Imagine a typical business success story: a mid-sized company built from the ground up starts by making an impressive mark on the industry. Over the years, the business improves operations while profits steadily increase. With only a few and relatively minor setbacks, the company flourishes, and business continues to grow. Concurrent with this growth are some important correlated changes. Specifically, in order to account for an expanding roster of clients, more and more database storage is required. And, in an effort to stay current technologically, new enterprise applications are brought on board while others are retired. Finally, discussions of compliance and compatibility with these new information technology components become an important part of infrastructure and development.

Everyone celebrates growth. Businesses need it. And, overall, commerce relies upon it. After all, growth is perhaps the primary goal of any business. What organization wouldn’t welcome an offer of expanded operations, broader market influence, and substantial increases among its market base? With such growth, though, businesses also see a requisite amount of change. Not only the faces of new clients and geographical environments, but shifts in technological platforms and IT infrastructure are expected parts of the success story of every business.

All firms are in the process of constantly acquiring new clients and business partners. And along with this regular accumulation of data, the question arises: where to put it for long-term storage? What happens to important archival documents when a company needs to significantly upgrade their IT infrastructure? One cannot simply discard such data—even from clients the company no longer works with. What happens, for instance, when such information is needed for litigation or an audit?

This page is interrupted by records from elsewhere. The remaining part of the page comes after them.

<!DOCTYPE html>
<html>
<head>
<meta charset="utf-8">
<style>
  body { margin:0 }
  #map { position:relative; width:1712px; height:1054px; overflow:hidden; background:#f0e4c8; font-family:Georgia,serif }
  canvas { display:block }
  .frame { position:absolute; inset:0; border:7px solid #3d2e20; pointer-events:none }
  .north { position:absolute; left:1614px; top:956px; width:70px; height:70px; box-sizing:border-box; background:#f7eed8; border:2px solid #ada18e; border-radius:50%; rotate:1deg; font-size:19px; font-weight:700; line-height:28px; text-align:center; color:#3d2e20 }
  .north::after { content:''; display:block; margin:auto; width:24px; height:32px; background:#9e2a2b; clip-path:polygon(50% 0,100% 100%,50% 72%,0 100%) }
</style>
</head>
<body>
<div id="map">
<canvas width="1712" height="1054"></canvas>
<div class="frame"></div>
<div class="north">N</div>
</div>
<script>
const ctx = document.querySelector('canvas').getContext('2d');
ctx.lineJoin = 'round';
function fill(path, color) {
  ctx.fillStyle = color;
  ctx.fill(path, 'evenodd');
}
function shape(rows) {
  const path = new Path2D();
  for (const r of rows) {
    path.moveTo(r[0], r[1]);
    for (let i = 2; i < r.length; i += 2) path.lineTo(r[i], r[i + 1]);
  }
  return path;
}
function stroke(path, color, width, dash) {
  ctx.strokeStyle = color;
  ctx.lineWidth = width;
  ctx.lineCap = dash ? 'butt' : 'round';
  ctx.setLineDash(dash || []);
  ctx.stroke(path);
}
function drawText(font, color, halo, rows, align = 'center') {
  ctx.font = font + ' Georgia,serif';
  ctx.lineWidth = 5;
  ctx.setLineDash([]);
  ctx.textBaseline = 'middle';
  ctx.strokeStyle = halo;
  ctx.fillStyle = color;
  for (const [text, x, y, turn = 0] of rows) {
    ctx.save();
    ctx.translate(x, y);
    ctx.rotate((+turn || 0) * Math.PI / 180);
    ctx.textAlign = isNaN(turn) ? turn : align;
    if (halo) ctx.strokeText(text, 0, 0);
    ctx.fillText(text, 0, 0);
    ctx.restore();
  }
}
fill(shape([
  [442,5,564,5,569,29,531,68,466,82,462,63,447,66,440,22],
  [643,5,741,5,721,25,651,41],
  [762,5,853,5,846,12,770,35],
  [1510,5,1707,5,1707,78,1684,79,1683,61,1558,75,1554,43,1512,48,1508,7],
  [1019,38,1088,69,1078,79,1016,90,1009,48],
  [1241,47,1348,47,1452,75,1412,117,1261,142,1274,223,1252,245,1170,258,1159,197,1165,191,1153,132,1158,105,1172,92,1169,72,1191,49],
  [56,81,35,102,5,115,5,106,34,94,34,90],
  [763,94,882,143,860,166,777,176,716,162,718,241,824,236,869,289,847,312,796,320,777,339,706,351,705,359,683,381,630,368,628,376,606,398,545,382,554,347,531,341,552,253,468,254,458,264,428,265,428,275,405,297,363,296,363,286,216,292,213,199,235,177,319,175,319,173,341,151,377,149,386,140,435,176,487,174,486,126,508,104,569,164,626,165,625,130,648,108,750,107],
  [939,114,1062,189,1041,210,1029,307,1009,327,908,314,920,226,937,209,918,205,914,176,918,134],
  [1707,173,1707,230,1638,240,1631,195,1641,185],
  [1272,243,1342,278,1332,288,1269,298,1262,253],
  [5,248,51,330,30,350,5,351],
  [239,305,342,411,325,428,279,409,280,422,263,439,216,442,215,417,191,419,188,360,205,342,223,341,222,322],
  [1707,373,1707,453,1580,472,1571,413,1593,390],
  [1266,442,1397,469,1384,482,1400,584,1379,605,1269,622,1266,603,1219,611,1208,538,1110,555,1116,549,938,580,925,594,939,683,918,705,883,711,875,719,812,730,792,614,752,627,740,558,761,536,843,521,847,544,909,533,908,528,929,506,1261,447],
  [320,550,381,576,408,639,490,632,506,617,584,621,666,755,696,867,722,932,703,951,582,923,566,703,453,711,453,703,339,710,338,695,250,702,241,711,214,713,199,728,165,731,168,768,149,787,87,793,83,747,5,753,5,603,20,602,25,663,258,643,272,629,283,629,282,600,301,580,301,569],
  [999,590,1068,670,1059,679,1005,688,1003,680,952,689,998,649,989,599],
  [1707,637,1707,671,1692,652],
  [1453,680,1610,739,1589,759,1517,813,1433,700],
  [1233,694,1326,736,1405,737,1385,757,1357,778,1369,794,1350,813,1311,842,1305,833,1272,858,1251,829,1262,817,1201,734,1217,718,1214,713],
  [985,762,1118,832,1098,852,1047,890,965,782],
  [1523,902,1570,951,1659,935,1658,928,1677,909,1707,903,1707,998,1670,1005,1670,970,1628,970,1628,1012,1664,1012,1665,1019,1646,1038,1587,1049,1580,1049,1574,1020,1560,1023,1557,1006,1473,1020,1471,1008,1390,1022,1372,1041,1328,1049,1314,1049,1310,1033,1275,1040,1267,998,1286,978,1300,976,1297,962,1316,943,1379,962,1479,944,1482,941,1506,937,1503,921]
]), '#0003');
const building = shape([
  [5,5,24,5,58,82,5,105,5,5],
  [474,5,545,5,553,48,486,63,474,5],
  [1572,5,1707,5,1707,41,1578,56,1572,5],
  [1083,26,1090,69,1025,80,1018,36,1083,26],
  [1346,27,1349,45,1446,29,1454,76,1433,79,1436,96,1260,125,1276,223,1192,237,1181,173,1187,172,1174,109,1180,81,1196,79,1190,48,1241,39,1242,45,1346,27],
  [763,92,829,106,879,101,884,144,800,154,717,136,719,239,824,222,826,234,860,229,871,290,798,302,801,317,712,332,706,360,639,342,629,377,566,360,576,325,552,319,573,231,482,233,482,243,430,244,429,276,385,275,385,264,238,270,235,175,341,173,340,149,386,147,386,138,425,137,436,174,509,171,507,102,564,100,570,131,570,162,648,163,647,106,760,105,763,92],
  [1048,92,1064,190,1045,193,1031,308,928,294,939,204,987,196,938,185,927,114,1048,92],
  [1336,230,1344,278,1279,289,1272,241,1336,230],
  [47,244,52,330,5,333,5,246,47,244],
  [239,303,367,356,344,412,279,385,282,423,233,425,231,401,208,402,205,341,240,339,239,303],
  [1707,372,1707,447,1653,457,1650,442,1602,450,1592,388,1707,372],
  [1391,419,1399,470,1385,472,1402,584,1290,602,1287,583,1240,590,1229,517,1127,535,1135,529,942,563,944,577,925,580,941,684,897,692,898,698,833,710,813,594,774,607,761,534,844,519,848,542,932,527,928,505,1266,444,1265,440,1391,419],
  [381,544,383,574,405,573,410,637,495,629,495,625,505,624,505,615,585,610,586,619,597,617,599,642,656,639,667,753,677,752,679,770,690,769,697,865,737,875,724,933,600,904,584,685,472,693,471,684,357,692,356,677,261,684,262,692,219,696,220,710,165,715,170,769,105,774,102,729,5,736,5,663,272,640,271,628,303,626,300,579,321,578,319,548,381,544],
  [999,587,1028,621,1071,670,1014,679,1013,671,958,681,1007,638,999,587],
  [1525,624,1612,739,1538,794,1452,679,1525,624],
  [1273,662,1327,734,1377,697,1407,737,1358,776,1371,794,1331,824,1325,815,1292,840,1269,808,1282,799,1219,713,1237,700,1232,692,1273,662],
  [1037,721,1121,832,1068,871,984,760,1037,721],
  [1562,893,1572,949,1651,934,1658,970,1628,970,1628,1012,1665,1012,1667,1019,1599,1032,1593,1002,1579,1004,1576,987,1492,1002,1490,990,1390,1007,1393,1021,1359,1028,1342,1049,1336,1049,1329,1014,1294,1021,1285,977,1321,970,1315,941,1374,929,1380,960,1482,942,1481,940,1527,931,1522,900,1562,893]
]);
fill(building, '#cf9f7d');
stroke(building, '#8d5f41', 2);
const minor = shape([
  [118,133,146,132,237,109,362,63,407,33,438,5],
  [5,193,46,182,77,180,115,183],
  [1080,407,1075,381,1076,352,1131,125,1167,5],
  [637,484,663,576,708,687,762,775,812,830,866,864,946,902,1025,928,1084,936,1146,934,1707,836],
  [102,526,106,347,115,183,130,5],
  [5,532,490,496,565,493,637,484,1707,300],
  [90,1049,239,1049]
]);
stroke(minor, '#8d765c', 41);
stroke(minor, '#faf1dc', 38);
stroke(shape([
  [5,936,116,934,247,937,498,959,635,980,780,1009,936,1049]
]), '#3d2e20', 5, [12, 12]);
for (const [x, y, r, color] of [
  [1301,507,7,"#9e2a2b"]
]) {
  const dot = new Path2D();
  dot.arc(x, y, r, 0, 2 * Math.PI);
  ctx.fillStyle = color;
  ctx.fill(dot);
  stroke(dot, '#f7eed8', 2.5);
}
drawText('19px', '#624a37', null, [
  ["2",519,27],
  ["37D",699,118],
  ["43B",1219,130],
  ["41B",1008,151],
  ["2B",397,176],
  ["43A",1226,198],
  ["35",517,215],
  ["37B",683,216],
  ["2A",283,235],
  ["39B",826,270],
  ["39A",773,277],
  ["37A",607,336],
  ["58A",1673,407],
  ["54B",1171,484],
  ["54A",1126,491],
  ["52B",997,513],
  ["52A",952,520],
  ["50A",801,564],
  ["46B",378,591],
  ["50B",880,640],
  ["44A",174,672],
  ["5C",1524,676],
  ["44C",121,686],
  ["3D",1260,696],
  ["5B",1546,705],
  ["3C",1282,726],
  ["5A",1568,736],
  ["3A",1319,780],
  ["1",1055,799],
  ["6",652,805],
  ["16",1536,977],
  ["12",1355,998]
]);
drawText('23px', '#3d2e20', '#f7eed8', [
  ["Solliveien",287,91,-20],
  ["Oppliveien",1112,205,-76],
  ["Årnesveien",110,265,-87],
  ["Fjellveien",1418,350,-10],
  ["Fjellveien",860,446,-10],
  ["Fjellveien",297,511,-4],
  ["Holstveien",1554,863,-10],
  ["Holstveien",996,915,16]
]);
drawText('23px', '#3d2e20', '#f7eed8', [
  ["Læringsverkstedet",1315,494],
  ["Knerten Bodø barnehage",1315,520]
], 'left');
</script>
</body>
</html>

This is where structured archiving comes in. Structured archiving refers to the ability to store and catalog application data in secondary databases or standalone files for long-term retention, often by using less costly storage [1]. Such enterprise-level archival processes have a number of specific applications and related benefits that this blog post will explore in-depth. Taken together, these applications account for some of the various reasons for the increased import structured archiving has had for businesses across the board via management of data growth, application decommissioning, and compliance with enterprise IT infrastructure and legal.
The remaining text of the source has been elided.